= Entries provided =

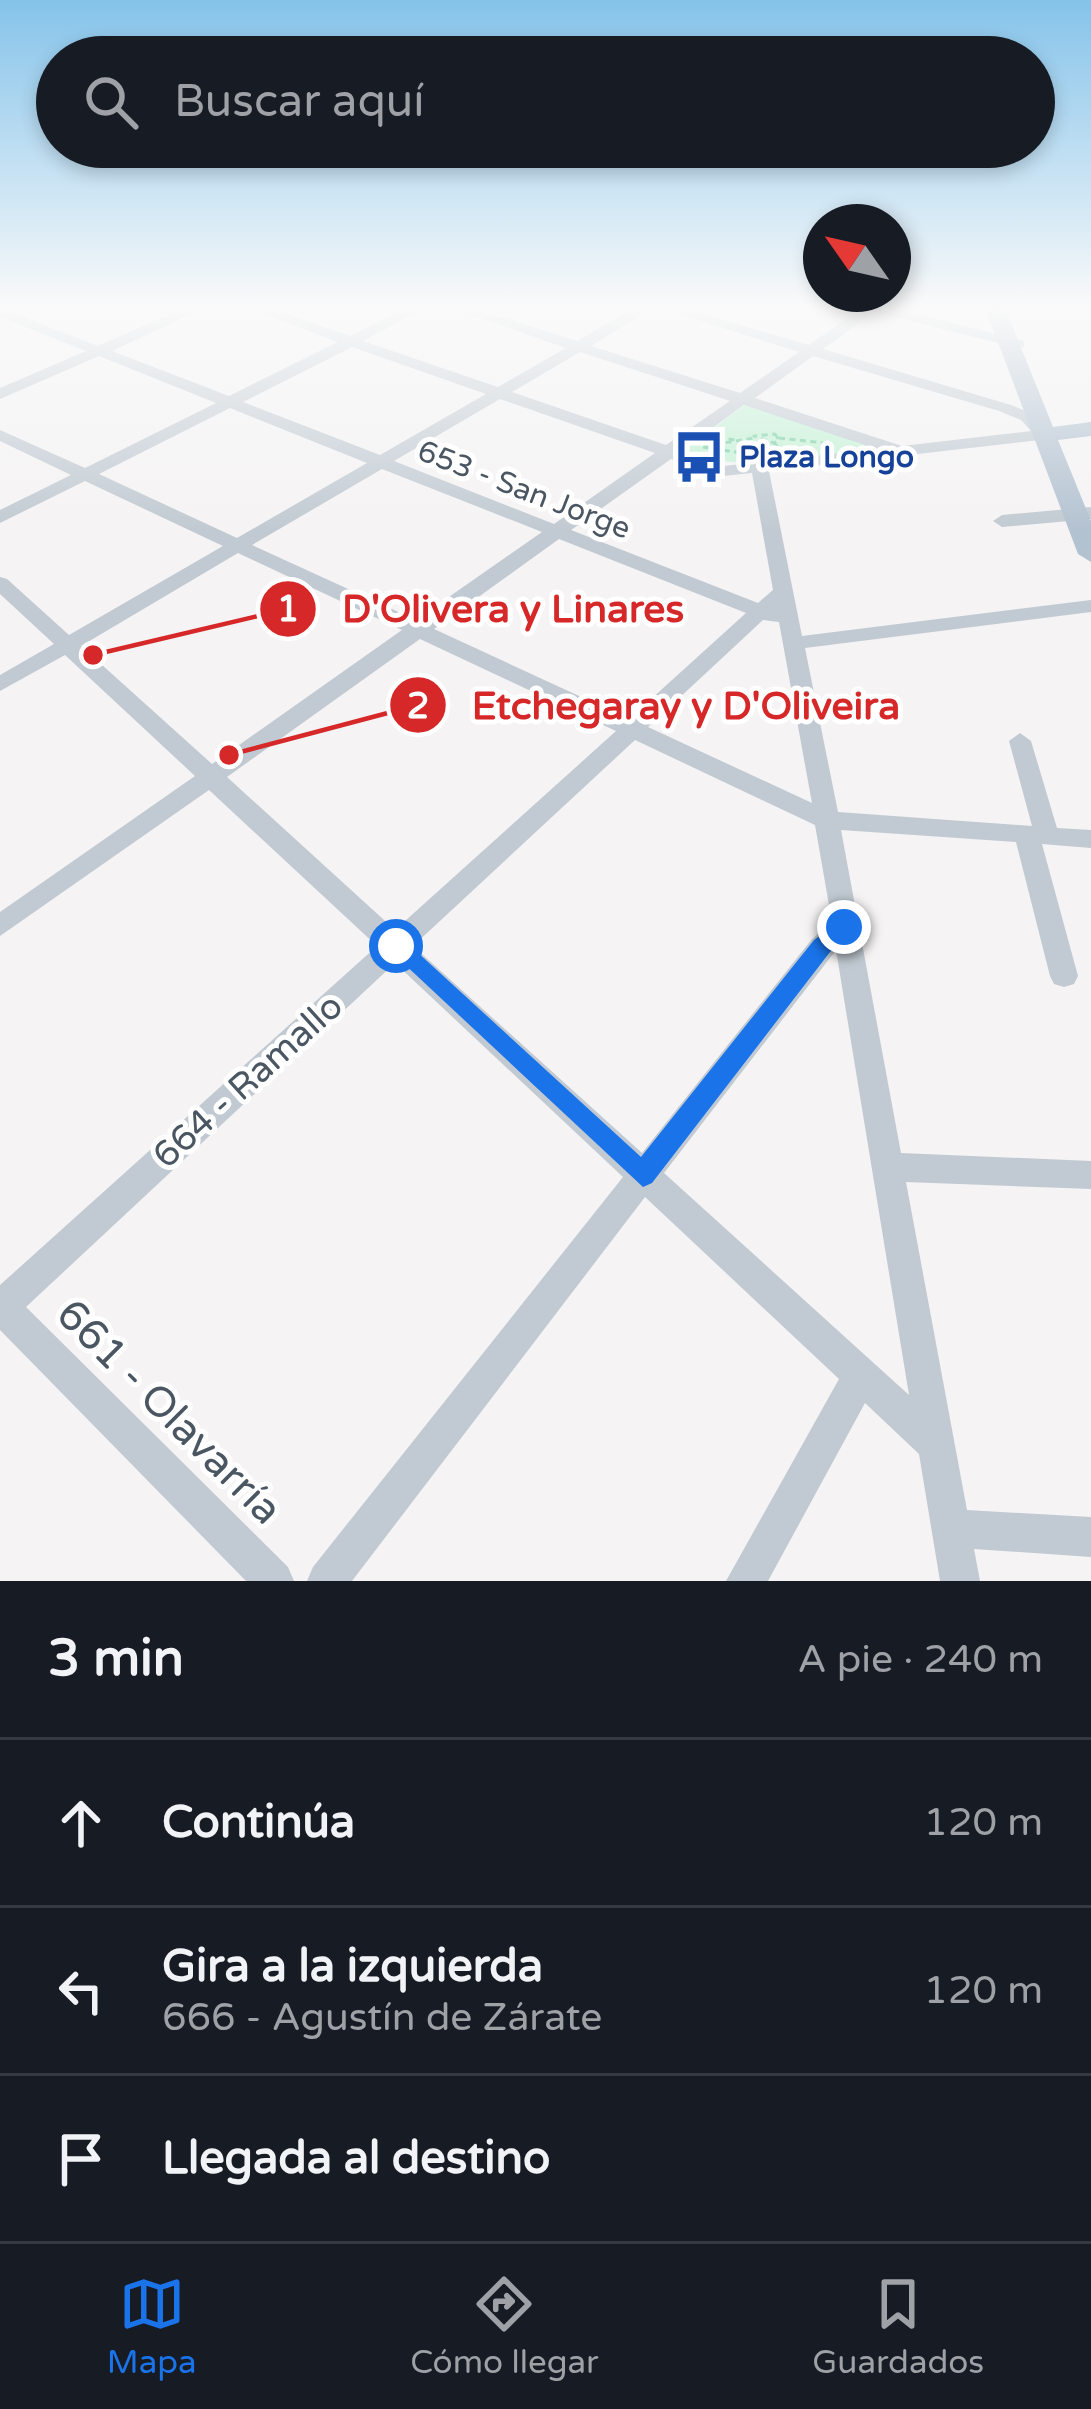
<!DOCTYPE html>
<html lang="es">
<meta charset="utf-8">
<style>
body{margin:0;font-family:"Varela Round",sans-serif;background:#242831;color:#f1f3f6}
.compass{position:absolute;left:803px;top:204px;width:108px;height:108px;border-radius:50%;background:#171b24;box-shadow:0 6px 18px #0003;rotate:304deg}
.stop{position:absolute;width:36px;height:36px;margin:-27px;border:9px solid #1a73e8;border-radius:50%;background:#fff}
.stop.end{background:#1a73e8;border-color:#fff;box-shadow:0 3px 12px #0008}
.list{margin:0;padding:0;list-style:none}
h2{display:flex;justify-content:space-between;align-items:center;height:156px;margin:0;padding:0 48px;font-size:51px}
h2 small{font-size:39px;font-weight:400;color:#9ea1a6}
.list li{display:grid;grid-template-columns:78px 1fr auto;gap:36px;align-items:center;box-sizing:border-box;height:168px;padding:0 48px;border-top:3px solid #363941}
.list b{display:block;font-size:45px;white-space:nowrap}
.list p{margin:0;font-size:39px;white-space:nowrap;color:#9ea1a6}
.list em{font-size:39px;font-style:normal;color:#9ea1a6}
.icon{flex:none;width:66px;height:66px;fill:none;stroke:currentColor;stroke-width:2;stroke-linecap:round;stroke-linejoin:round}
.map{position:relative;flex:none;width:1091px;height:1581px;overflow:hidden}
.search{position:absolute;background:#171b24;box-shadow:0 6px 18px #0003;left:36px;right:36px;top:36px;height:132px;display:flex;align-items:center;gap:30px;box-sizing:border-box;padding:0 42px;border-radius:66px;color:#9ea1a6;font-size:45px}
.sheet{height:660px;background:#171b24}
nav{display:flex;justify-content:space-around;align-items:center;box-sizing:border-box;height:168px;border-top:3px solid #363941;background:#171b24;font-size:33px;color:#9ea1a6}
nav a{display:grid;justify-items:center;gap:6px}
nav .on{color:#1a73e8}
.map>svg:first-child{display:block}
.green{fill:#c3f1d5}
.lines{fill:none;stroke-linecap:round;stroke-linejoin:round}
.path{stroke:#7ad0a6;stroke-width:3;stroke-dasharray:6 4.5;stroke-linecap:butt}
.minor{fill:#c1cad2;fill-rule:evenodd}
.major{fill:#b3c2d1;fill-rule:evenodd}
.route{fill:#1a73e8}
.labels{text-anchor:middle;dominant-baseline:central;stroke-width:10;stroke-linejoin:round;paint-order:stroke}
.far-transit-label{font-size:30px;font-weight:bold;fill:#164399;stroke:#fff;text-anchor:start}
.far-street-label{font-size:30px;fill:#4a5661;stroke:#fff}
.street-label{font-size:36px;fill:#4a5661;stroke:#fff}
.near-street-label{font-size:42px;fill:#4a5661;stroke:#fff}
.leader{fill:none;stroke:#d62828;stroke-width:4.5}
.callout-dot{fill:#d62828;stroke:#fff;stroke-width:4.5}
.mark-label{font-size:36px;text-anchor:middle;font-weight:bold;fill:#fff}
.callout-label{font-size:39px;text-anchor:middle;font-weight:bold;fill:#d62828;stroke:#fff;stroke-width:10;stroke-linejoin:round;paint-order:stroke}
</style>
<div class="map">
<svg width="1091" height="1581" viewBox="0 0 1091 1581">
<rect width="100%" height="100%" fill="#f5f3f3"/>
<path class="green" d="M745,405L874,446L873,450C808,457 743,473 681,452Z"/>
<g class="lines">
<g class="path">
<path d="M775,434L779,440L774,443L754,436Z"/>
<path d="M718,438L738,440"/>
<path d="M779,438L825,443"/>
<path d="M774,443L781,450"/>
<path d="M705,446L754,438"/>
<path d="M703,447L735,452L763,445"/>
</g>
<g class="minor">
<path d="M0,308L98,346L184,308H204L112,351L229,396L338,342L247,308H269L350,336L406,308H425L363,341L498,387L566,348L451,308H473L577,341L634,308H652L591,346L740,393L799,352L660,308H683L809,345L861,308H893L1024,341V347L1019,348L874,312L823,349L1011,405L1033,414L1051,435L1049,439L769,471L802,636L1091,600V612L805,648L838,812L1032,826L1009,741L1020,733L1031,741L1057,828L1091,830V848L1042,844L1078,976L1074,984L1064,987L1054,984L1050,976L1016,842L841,830L901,1153L1091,1161V1189L906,1182L967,1510L1091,1517V1557L974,1549L980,1581H940L919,1454L865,1403L768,1581H726L839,1379L645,1197L352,1581H307L313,1567L623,1177L395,963L26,1307L288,1567L294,1581H246L0,1330V1285L377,946L209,790L0,936V912L195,776L65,655L0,691V675L54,644L0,594V577L7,579L69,635L223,546L85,481L0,523V510L71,475L0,441V430L85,468L216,403L99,356L0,399V388L86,351L0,317ZM352,347L486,394L380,455L243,402ZM580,352L730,401L666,445L512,392ZM813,356L999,411L1021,420L1031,431L902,446L755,398ZM500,399L655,453L554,524L394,461ZM744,405L877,449L724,466L681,451ZM230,408L367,463L237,538L99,474ZM671,459L723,476L752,473L773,590L758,603L571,530ZM382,469L542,532L416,620L252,545ZM559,539L746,613L629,719L434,629ZM238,553L402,630L212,764L81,646ZM763,620L779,622L812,803L648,727ZM420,639L616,731L395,930L227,777ZM635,740L815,825L832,922L812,939L642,1153L413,946ZM836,950L909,1395L664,1173Z"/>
<path d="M1091,507V519L1002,527L993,521L1002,515Z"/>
</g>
<path class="major" d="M985,308H1005L1053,427L1091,422V436L1058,440L1091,521V562L1078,554Z"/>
</g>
<linearGradient id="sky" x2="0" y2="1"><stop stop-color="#85c3ea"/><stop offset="0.58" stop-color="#fafafa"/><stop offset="1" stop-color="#fafafa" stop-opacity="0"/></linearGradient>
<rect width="1091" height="530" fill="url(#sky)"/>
<path class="route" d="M844,918L852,921V933L830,952L652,1183L643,1187L385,946L396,938L404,940L641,1157L814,940Z"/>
<defs>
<g id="bus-bare" transform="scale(4.14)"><path d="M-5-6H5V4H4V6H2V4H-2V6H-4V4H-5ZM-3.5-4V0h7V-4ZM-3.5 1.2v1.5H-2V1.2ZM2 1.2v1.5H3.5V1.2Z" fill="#1a4fb4" stroke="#fff" stroke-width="2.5" paint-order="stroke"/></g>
</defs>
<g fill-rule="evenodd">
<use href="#bus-bare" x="699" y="457"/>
</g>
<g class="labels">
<g class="far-transit-label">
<text x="739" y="457">Plaza Longo</text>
</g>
<g class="far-street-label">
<text transform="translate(524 490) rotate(21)">653 - San Jorge</text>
</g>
<g class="street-label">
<text transform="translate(248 1081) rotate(-42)">664 - Ramallo</text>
</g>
<g class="near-street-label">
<text transform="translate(169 1412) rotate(45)">661 - Olavarría</text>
</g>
</g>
<path class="leader" d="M93 655L288 609M229 755L418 705"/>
<g class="callout-dot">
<circle cx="93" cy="655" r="12"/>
<circle cx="229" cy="755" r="12"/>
<circle cx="288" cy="609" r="30"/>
<circle cx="418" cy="705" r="30"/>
</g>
<g class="mark-label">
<text x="288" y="621">1</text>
<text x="418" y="718">2</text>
</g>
<g class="callout-label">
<text x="513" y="622">D'Olivera y Linares</text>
<text x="686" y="719">Etchegaray y D'Oliveira</text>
</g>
</svg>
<svg class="compass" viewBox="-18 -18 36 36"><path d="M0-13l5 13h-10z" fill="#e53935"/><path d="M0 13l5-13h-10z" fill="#9ea1a6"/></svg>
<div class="stop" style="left:396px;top:946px"></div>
<div class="stop end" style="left:844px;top:927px"></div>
<div class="search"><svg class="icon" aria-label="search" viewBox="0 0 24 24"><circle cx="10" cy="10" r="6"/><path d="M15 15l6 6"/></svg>Buscar aquí</div>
</div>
<section class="sheet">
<h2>3 min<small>A pie · 240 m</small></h2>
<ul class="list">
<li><svg class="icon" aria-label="ahead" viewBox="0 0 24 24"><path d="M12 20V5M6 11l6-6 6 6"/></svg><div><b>Continúa</b></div><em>120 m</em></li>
<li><svg class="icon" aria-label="left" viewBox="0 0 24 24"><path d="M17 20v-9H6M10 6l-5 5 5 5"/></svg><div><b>Gira a la izquierda</b><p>666 - Agustín de Zárate</p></div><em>120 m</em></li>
<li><svg class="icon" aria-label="arrive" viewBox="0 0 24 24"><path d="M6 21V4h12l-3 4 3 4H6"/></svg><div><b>Llegada al destino</b></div></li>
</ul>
</section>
<nav>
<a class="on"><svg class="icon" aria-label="map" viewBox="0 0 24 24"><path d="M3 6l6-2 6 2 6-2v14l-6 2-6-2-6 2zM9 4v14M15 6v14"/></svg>Mapa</a>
<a><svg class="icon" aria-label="directions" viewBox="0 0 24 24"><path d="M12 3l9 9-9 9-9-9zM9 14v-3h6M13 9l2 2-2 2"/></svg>Cómo llegar</a>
<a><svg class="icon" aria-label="saved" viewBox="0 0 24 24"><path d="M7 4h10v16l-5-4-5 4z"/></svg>Guardados</a>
</nav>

= Work request =
Scan the data above for the string "list". Copy every line in which it appears.

= Exercise response =
.list{margin:0;padding:0;list-style:none}
.list li{display:grid;grid-template-columns:78px 1fr auto;gap:36px;align-items:center;box-sizing:border-box;height:168px;padding:0 48px;border-top:3px solid #363941}
.list b{display:block;font-size:45px;white-space:nowrap}
.list p{margin:0;font-size:39px;white-space:nowrap;color:#9ea1a6}
.list em{font-size:39px;font-style:normal;color:#9ea1a6}
<ul class="list">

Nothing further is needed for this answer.